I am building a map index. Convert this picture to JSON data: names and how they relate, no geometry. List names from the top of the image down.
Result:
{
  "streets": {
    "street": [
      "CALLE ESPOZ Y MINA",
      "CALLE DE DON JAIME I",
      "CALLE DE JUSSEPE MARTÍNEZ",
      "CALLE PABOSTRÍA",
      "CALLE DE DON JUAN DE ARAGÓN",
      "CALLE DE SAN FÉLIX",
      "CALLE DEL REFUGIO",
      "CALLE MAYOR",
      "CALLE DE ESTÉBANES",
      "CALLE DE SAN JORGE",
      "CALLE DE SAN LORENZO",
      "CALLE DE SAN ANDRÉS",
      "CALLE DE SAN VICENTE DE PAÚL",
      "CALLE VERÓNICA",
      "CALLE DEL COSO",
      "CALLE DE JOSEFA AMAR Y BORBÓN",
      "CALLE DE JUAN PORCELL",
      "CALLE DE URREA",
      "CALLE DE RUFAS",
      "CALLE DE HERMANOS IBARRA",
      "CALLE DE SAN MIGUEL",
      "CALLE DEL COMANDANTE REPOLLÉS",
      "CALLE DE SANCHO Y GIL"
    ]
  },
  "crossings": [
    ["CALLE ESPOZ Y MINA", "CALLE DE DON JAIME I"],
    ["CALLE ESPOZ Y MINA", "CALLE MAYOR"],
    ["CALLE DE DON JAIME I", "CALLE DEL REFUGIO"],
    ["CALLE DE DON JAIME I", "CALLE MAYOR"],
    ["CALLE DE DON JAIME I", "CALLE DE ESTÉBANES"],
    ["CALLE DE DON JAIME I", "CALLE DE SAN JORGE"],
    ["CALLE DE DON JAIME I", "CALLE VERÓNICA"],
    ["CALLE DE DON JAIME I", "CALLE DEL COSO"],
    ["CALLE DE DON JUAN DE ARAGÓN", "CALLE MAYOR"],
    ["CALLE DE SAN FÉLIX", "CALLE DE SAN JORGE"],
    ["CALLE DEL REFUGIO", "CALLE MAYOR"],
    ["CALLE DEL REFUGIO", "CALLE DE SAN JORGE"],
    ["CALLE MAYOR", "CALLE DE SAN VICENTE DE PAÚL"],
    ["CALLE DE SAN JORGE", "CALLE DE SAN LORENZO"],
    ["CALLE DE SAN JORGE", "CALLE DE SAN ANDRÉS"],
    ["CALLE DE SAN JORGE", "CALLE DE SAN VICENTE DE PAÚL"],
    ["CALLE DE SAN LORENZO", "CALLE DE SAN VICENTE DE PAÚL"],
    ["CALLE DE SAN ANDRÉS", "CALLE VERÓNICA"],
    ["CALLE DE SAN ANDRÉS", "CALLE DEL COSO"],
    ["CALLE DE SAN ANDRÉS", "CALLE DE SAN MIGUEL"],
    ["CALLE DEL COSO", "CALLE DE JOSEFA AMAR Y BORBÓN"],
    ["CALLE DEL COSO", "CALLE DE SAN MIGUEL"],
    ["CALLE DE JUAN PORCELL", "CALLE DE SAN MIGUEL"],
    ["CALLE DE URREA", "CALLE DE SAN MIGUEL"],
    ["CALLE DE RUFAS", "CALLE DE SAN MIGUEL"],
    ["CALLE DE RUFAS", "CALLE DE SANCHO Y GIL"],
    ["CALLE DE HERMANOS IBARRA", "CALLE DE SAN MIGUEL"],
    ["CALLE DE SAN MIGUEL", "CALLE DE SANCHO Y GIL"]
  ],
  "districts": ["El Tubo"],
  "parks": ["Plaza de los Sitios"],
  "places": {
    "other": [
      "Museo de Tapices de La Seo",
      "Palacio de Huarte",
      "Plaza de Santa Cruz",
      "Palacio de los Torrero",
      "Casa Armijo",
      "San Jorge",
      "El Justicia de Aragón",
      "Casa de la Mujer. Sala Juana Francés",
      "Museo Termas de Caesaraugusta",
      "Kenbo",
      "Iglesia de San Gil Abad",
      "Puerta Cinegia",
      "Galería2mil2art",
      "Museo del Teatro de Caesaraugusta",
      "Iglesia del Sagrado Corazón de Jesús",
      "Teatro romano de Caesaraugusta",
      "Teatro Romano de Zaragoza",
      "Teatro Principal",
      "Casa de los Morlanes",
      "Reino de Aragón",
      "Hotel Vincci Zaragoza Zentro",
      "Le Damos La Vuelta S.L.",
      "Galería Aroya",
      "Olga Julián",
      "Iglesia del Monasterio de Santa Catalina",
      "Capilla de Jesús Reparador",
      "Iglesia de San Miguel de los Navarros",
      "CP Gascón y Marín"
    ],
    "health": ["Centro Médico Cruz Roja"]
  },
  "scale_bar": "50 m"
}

Exercise prompt: Give every line of the listing again. Keep each one exact.

Completed exercise:
I am building a map index. Convert this picture to JSON data: names and how they relate, no geometry. List names from the top of the image down.
Result:
{
  "streets": {
    "street": [
      "CALLE ESPOZ Y MINA",
      "CALLE DE DON JAIME I",
      "CALLE DE JUSSEPE MARTÍNEZ",
      "CALLE PABOSTRÍA",
      "CALLE DE DON JUAN DE ARAGÓN",
      "CALLE DE SAN FÉLIX",
      "CALLE DEL REFUGIO",
      "CALLE MAYOR",
      "CALLE DE ESTÉBANES",
      "CALLE DE SAN JORGE",
      "CALLE DE SAN LORENZO",
      "CALLE DE SAN ANDRÉS",
      "CALLE DE SAN VICENTE DE PAÚL",
      "CALLE VERÓNICA",
      "CALLE DEL COSO",
      "CALLE DE JOSEFA AMAR Y BORBÓN",
      "CALLE DE JUAN PORCELL",
      "CALLE DE URREA",
      "CALLE DE RUFAS",
      "CALLE DE HERMANOS IBARRA",
      "CALLE DE SAN MIGUEL",
      "CALLE DEL COMANDANTE REPOLLÉS",
      "CALLE DE SANCHO Y GIL"
    ]
  },
  "crossings": [
    ["CALLE ESPOZ Y MINA", "CALLE DE DON JAIME I"],
    ["CALLE ESPOZ Y MINA", "CALLE MAYOR"],
    ["CALLE DE DON JAIME I", "CALLE DEL REFUGIO"],
    ["CALLE DE DON JAIME I", "CALLE MAYOR"],
    ["CALLE DE DON JAIME I", "CALLE DE ESTÉBANES"],
    ["CALLE DE DON JAIME I", "CALLE DE SAN JORGE"],
    ["CALLE DE DON JAIME I", "CALLE VERÓNICA"],
    ["CALLE DE DON JAIME I", "CALLE DEL COSO"],
    ["CALLE DE DON JUAN DE ARAGÓN", "CALLE MAYOR"],
    ["CALLE DE SAN FÉLIX", "CALLE DE SAN JORGE"],
    ["CALLE DEL REFUGIO", "CALLE MAYOR"],
    ["CALLE DEL REFUGIO", "CALLE DE SAN JORGE"],
    ["CALLE MAYOR", "CALLE DE SAN VICENTE DE PAÚL"],
    ["CALLE DE SAN JORGE", "CALLE DE SAN LORENZO"],
    ["CALLE DE SAN JORGE", "CALLE DE SAN ANDRÉS"],
    ["CALLE DE SAN JORGE", "CALLE DE SAN VICENTE DE PAÚL"],
    ["CALLE DE SAN LORENZO", "CALLE DE SAN VICENTE DE PAÚL"],
    ["CALLE DE SAN ANDRÉS", "CALLE VERÓNICA"],
    ["CALLE DE SAN ANDRÉS", "CALLE DEL COSO"],
    ["CALLE DE SAN ANDRÉS", "CALLE DE SAN MIGUEL"],
    ["CALLE DEL COSO", "CALLE DE JOSEFA AMAR Y BORBÓN"],
    ["CALLE DEL COSO", "CALLE DE SAN MIGUEL"],
    ["CALLE DE JUAN PORCELL", "CALLE DE SAN MIGUEL"],
    ["CALLE DE URREA", "CALLE DE SAN MIGUEL"],
    ["CALLE DE RUFAS", "CALLE DE SAN MIGUEL"],
    ["CALLE DE RUFAS", "CALLE DE SANCHO Y GIL"],
    ["CALLE DE HERMANOS IBARRA", "CALLE DE SAN MIGUEL"],
    ["CALLE DE SAN MIGUEL", "CALLE DE SANCHO Y GIL"]
  ],
  "districts": ["El Tubo"],
  "parks": ["Plaza de los Sitios"],
  "places": {
    "other": [
      "Museo de Tapices de La Seo",
      "Palacio de Huarte",
      "Plaza de Santa Cruz",
      "Palacio de los Torrero",
      "Casa Armijo",
      "San Jorge",
      "El Justicia de Aragón",
      "Casa de la Mujer. Sala Juana Francés",
      "Museo Termas de Caesaraugusta",
      "Kenbo",
      "Iglesia de San Gil Abad",
      "Puerta Cinegia",
      "Galería2mil2art",
      "Museo del Teatro de Caesaraugusta",
      "Iglesia del Sagrado Corazón de Jesús",
      "Teatro romano de Caesaraugusta",
      "Teatro Romano de Zaragoza",
      "Teatro Principal",
      "Casa de los Morlanes",
      "Reino de Aragón",
      "Hotel Vincci Zaragoza Zentro",
      "Le Damos La Vuelta S.L.",
      "Galería Aroya",
      "Olga Julián",
      "Iglesia del Monasterio de Santa Catalina",
      "Capilla de Jesús Reparador",
      "Iglesia de San Miguel de los Navarros",
      "CP Gascón y Marín"
    ],
    "health": ["Centro Médico Cruz Roja"]
  },
  "scale_bar": "50 m"
}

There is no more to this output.